▶ [AIM OF THE EXERCISE]: What is the number of lines in the following data that contain "body"? Answer with the number alone.
....................
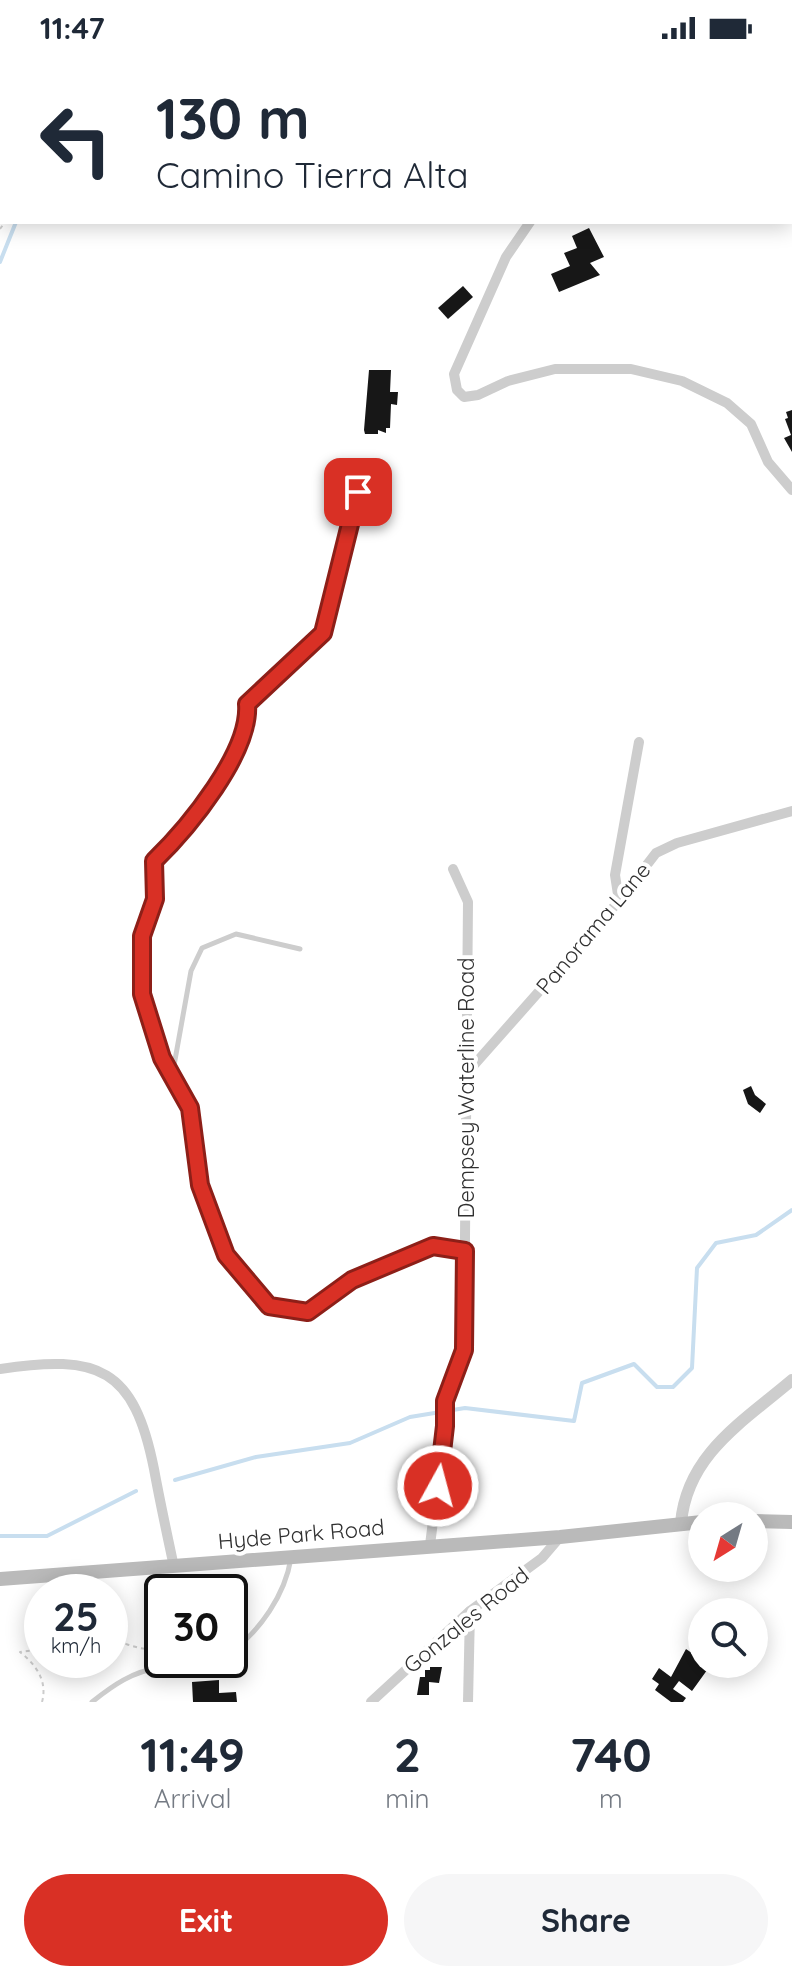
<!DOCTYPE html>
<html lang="en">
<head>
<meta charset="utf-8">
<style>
	:root { --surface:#fff; --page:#f6f6f7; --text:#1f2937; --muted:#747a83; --accent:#d93025 }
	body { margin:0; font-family:Quicksand,sans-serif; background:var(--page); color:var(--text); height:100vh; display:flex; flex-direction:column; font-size:30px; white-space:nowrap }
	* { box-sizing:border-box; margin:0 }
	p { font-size:26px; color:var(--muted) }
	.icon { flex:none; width:44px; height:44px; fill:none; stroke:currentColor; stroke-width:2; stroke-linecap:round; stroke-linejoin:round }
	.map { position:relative; height:1646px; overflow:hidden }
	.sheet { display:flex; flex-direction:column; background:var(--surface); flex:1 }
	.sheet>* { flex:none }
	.hud { position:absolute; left:0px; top:0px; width:792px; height:168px; box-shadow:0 4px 20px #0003; background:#fff; color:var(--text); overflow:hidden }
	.needle { width:52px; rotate:217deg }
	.buttons { position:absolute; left:688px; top:1446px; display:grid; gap:16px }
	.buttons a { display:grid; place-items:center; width:80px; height:80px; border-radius:50%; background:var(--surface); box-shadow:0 4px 20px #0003; font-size:40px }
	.speed { position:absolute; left:24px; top:1518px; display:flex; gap:16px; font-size:40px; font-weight:700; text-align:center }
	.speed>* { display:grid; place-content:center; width:104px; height:104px; border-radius:50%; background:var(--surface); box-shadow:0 4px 20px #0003; line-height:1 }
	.speed small { font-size:20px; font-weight:400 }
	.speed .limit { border:4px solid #111; border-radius:12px; background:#fff; color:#111 }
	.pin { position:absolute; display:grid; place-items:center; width:68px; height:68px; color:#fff; margin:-34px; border-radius:16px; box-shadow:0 4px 12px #0006 }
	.me { position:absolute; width:88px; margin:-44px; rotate:7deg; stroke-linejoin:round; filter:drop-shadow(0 0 6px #0008) }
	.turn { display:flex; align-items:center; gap:28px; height:168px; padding:0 24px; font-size:36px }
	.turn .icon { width:104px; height:104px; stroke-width:2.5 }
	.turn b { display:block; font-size:56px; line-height:68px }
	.eta { display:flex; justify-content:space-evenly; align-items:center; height:136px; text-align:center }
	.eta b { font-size:48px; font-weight:700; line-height:56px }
	.cta { display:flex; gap:16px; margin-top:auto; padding:16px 24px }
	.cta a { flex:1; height:92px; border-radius:48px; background:var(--accent); color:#fff; font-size:32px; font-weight:700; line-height:92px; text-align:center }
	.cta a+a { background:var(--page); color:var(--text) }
	.status { display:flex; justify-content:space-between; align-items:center; height:56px; padding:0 40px; background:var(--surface); direction:ltr }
	.status svg { height:22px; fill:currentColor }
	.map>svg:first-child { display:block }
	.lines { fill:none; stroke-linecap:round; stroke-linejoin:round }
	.stream { stroke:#c8deef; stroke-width:4 }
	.building { fill:#171717 }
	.path { stroke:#cdcdcd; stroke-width:2; stroke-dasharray:4 4; stroke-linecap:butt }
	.service { stroke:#cdcdcd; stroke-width:5 }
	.minor { stroke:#cdcdcd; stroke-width:10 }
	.tertiary { stroke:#cdcdcd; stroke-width:12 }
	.secondary { stroke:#bababa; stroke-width:14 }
	.route-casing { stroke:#8d1f18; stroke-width:20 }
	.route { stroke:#d93025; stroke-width:14 }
	.labels { text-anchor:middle; stroke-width:8; stroke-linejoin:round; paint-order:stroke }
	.street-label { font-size:22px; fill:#303030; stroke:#fff }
</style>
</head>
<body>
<div class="status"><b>11:47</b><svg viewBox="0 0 49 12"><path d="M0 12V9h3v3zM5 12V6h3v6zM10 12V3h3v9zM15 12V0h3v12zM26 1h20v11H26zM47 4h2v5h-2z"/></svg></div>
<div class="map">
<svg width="792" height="1646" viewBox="0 0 792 1646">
	<rect width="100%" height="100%" fill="#fff"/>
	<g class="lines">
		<g class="stream">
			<path d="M107,2L108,0"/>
			<path d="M0,206L16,166"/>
			<path d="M175,1424L256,1401L350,1387L410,1361L465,1352L574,1365L582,1327L634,1308L657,1331H673L692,1312L697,1212L716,1187L756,1179L792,1154"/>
			<path d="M0,1480H47L136,1435"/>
		</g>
	</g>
	<g class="building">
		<path d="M589,172L604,201L590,207L600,219L559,236L551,218L570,210L564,197L577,192L572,180Z"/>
		<path d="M463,230L473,241L448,263L438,252Z"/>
		<path d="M369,314H391L390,336H398L397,349L391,348L390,372H386V377L378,374V378H365L364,374Z"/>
		<path d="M792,354V396L784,382L791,379L785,363L788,362L786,356Z"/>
		<path d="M751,1030L755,1039L766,1048L760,1057L748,1048L743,1034Z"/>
		<path d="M686,1593L702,1604V1608L710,1610L692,1635L679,1625L673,1633L686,1642L683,1646H671L655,1634L659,1628L652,1623L659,1612L671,1621Z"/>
		<path d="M430,1611H442L439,1627L429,1626V1639H417L420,1621H425V1614H430Z"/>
		<path d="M219,1624V1637L236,1636L237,1646H193L192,1626Z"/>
	</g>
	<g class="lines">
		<g class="path">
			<path d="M124,2L126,0"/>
			<path d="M0,173L5,166"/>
			<path d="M110,1584C127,1586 144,1599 162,1589"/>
			<path d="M42,1646C48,1624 35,1608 20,1596L42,1593"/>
		</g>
		<g class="service">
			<path d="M173,1015L191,915L202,892L236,878L300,893"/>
			<path d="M230,1597C260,1575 285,1539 291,1502"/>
			<path d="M92,1646C112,1630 133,1615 159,1612C179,1609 197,1614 216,1604"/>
		</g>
		<g class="minor">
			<path d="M28,2L30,0"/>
			<path d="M727,2L729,0"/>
			<path d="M0,41L2,38"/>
			<path d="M530,166L506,201L454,318L457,334L464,341L478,339L508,325L555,313H631L682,325L727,347L751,368L768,406L792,434"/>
			<path d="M365,408L323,577L247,648C250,697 188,772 154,805L155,843L142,880V938L162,1002L190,1052L200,1129L226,1199L269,1250L308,1256L352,1224L433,1190L465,1195"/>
			<path d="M619,845L615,819L639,686"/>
			<path d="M466,1018L619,845L656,797L677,787L792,755"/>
			<path d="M0,1313C99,1298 134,1312 154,1413C160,1446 167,1478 174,1511"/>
			<path d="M430,1489L445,1370V1345L464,1294L468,846L453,813"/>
			<path d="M371,1646L470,1555L542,1502L560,1481"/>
			<path d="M468,1646L470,1555"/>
		</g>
		<path class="tertiary" d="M681,1467C687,1398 744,1365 792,1324"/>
		<g class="secondary">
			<path d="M754,1465L792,1466"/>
			<path d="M0,1523L560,1481L702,1466"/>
		</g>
	</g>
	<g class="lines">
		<defs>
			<path id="route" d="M358,436L323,577L247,648C251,696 188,772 154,805L155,843L142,880V938L162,1002L190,1052L200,1129L226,1199L269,1250L308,1256L352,1224L433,1190L465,1195L464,1294L445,1345V1370L438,1430"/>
		</defs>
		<use href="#route" class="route-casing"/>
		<use href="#route" class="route"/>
	</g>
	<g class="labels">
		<g class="street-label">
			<text transform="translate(593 872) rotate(-50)" y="8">Panorama Lane</text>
			<text transform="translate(466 1032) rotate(-90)" y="8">Dempsey Waterline Road</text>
			<text transform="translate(301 1478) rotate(-5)" y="8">Hyde Park Road</text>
			<text transform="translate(466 1564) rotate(-39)" y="8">Gonzales Road</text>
		</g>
	</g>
</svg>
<div class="buttons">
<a><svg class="needle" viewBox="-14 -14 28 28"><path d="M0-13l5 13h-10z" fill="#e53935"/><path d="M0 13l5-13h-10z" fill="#747a83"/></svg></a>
<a><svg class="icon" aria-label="search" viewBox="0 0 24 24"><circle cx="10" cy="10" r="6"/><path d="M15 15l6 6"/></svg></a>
</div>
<div class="speed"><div>25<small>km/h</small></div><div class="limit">30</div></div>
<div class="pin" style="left:358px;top:436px;background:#d93025"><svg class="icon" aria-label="arrive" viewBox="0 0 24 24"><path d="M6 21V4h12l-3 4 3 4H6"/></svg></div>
<svg class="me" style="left:438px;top:1430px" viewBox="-20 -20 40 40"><circle r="17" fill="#d93025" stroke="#fff" stroke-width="3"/><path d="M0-11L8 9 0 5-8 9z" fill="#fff"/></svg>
<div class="hud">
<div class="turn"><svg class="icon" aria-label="left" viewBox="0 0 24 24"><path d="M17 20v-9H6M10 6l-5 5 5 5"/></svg><div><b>130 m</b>Camino Tierra Alta</div></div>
</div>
</div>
<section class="sheet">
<div class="eta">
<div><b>11:49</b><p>Arrival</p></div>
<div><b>2</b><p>min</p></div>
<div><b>740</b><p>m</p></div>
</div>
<div class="cta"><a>Exit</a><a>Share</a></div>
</section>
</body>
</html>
....................
▶ [WRITTEN RESPONSE]: 3